◆ What to do
Reproduce the first line of the material below and each line after it, exactly, through the line containing "position:absolute; right:24px; bottom:24px;", and give nothing more.

◆ Records for this exercise
● ● ●
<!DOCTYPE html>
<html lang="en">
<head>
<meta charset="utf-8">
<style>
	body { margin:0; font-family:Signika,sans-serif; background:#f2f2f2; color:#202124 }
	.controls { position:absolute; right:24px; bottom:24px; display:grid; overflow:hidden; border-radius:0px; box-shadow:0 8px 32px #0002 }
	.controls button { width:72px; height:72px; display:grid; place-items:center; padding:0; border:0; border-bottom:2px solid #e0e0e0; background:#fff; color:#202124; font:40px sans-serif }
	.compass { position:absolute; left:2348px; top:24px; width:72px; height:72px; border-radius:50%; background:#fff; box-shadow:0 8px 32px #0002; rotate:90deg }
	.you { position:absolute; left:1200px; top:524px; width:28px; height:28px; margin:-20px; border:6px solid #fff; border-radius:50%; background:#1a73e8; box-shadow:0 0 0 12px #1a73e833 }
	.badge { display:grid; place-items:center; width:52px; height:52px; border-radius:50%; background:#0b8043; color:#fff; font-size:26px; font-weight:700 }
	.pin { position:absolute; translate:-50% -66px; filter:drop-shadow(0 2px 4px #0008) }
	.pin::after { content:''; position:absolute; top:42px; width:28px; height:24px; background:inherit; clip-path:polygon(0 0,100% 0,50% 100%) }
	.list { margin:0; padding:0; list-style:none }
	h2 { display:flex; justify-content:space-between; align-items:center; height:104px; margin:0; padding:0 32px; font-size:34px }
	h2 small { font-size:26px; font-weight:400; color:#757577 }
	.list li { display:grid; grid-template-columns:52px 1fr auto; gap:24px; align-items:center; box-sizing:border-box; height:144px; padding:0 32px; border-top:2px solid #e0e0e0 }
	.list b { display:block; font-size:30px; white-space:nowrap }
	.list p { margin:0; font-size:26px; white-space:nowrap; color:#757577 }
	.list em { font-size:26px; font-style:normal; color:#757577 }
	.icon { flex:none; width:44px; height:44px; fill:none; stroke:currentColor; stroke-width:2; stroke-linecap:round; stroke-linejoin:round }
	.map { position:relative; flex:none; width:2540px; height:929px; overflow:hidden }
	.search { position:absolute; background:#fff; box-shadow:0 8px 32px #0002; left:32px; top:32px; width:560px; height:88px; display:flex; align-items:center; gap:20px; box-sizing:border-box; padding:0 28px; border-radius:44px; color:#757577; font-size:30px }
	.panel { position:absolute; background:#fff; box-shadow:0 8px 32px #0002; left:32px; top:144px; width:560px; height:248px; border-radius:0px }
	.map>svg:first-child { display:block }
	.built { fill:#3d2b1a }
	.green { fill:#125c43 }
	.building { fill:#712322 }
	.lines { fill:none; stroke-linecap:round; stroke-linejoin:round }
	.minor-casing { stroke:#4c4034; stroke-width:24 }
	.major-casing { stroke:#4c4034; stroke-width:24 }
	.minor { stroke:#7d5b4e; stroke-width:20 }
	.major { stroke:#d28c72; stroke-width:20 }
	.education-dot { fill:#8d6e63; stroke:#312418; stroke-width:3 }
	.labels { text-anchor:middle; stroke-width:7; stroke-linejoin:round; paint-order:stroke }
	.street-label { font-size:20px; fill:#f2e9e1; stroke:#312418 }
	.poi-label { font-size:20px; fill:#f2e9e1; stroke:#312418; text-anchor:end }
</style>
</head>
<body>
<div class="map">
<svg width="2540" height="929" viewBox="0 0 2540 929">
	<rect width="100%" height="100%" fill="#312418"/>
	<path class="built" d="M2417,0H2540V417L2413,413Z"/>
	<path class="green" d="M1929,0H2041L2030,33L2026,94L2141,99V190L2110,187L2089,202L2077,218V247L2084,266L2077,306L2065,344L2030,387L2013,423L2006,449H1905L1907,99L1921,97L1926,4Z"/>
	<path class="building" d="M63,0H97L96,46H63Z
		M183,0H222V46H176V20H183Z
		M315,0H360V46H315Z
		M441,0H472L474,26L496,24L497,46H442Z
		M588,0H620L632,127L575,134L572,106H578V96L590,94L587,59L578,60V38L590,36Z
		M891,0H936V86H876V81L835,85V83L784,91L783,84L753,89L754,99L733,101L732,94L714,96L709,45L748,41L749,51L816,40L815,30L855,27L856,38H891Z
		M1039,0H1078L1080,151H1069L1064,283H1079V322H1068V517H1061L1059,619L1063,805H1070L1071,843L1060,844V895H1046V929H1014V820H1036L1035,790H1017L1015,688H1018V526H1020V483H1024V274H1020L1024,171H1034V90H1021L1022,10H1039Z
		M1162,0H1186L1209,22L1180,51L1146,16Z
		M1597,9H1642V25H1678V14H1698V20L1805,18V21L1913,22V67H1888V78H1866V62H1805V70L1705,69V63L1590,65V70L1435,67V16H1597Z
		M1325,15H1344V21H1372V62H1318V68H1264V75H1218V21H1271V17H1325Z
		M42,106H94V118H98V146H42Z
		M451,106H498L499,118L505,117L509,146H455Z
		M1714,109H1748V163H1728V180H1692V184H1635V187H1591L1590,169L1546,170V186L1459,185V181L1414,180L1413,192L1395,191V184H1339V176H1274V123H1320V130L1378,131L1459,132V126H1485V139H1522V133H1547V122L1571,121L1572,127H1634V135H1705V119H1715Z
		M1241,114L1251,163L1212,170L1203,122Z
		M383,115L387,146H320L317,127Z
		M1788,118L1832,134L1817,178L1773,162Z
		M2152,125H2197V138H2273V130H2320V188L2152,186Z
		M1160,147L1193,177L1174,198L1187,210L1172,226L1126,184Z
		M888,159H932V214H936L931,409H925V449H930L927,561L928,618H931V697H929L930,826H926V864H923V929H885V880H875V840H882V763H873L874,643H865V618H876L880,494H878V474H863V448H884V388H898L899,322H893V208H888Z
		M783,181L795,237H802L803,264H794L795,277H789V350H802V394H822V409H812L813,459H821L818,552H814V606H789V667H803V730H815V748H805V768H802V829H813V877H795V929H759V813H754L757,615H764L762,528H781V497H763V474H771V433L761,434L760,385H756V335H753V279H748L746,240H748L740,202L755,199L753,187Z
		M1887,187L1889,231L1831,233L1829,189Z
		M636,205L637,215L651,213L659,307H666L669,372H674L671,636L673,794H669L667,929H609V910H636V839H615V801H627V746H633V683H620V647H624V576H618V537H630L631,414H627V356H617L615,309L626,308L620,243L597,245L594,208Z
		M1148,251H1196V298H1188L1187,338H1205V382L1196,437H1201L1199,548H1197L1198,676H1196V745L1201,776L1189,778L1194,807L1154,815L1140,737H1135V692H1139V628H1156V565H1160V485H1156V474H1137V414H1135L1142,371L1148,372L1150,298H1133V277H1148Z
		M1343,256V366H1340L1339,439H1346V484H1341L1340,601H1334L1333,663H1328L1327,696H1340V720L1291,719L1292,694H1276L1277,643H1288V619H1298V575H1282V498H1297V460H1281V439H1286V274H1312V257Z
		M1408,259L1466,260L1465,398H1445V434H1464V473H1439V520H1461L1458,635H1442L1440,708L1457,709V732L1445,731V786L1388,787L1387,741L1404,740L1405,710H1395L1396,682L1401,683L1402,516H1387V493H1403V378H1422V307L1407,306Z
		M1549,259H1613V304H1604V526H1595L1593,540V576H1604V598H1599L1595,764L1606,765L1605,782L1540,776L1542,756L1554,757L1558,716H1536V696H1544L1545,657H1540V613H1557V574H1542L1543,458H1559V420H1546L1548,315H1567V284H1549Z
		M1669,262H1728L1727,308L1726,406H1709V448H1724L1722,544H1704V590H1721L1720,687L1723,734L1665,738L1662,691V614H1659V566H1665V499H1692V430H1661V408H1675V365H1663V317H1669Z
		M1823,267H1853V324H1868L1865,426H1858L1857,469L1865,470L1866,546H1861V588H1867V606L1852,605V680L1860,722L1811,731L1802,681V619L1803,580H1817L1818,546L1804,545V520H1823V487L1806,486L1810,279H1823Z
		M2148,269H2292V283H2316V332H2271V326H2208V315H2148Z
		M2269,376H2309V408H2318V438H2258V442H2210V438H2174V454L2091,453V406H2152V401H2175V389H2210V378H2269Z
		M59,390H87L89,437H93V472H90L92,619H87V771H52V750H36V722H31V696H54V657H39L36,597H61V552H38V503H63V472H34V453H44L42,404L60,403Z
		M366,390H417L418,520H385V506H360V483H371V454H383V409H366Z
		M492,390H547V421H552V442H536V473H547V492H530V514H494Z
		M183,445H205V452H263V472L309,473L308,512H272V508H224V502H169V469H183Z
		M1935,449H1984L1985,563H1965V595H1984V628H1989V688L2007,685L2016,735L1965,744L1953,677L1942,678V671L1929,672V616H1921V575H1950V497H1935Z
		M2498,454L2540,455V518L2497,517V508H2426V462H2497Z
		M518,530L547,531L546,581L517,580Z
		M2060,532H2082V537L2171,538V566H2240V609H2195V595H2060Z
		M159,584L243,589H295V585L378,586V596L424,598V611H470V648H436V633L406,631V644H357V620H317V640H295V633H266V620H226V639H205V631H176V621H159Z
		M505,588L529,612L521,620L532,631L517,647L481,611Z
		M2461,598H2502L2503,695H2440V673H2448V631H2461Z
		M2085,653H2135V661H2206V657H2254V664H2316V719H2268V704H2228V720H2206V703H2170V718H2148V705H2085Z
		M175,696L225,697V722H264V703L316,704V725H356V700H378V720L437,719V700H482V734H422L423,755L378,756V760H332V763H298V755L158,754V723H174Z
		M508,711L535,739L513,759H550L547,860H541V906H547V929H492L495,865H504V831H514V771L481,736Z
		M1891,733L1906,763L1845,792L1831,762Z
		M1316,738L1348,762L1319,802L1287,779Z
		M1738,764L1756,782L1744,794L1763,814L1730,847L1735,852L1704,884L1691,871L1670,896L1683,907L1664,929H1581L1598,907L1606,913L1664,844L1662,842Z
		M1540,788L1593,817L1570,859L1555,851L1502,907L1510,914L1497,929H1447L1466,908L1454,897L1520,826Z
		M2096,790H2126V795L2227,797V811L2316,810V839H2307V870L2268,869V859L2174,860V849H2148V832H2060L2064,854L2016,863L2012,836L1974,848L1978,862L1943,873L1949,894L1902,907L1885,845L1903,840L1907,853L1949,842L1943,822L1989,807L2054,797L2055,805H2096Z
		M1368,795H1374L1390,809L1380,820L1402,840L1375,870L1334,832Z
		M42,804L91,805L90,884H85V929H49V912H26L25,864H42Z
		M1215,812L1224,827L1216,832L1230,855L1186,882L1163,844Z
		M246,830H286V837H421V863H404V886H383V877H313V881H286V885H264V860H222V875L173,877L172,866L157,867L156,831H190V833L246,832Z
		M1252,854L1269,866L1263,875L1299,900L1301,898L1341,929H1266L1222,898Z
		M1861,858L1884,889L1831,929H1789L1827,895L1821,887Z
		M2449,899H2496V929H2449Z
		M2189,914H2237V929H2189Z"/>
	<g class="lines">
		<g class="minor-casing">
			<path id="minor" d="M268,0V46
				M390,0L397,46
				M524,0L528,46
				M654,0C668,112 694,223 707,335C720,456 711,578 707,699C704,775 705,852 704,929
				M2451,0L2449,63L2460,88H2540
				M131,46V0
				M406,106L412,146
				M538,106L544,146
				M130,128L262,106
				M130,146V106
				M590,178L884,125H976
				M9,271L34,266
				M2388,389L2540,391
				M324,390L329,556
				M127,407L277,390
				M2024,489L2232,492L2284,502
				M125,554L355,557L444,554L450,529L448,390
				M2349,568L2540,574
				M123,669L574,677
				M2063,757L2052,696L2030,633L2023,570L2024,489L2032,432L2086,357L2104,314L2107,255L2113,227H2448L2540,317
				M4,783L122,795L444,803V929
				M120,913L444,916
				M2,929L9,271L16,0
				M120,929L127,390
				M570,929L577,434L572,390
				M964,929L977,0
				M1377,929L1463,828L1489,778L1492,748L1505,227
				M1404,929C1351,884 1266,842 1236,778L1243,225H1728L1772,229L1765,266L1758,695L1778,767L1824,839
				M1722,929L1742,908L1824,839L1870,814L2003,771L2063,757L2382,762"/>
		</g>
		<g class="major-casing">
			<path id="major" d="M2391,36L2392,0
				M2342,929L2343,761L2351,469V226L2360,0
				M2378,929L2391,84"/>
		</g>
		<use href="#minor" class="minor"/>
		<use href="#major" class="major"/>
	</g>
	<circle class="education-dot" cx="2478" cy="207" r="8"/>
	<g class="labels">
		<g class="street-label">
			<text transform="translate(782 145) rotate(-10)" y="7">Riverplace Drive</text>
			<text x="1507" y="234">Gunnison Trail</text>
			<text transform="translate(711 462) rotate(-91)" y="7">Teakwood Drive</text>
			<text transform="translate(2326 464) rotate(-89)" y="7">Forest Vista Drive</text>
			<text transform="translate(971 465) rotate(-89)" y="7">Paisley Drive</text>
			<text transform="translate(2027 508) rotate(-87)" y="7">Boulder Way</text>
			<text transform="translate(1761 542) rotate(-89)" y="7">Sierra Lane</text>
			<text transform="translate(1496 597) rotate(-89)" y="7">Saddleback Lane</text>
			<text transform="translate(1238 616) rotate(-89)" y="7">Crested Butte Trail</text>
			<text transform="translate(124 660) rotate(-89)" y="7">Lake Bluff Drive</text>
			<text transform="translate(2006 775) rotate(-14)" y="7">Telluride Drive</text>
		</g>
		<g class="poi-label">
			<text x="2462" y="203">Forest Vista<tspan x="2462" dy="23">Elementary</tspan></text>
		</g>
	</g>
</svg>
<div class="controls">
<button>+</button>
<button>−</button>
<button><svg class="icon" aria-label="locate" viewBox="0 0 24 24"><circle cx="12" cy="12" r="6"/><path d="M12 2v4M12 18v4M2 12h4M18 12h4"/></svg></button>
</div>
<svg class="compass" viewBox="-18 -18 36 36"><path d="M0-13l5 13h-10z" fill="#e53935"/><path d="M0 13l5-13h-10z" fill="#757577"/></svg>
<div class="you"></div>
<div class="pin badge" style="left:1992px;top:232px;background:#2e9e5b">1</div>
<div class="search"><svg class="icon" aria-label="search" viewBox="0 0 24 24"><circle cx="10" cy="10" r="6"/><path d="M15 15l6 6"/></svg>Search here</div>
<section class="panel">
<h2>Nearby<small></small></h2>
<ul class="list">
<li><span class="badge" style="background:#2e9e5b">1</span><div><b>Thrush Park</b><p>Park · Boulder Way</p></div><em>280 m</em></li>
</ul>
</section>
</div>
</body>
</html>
● ● ●
◆ Solution
<!DOCTYPE html>
<html lang="en">
<head>
<meta charset="utf-8">
<style>
	body { margin:0; font-family:Signika,sans-serif; background:#f2f2f2; color:#202124 }
	.controls { position:absolute; right:24px; bottom:24px; display:grid; overflow:hidden; border-radius:0px; box-shadow:0 8px 32px #0002 }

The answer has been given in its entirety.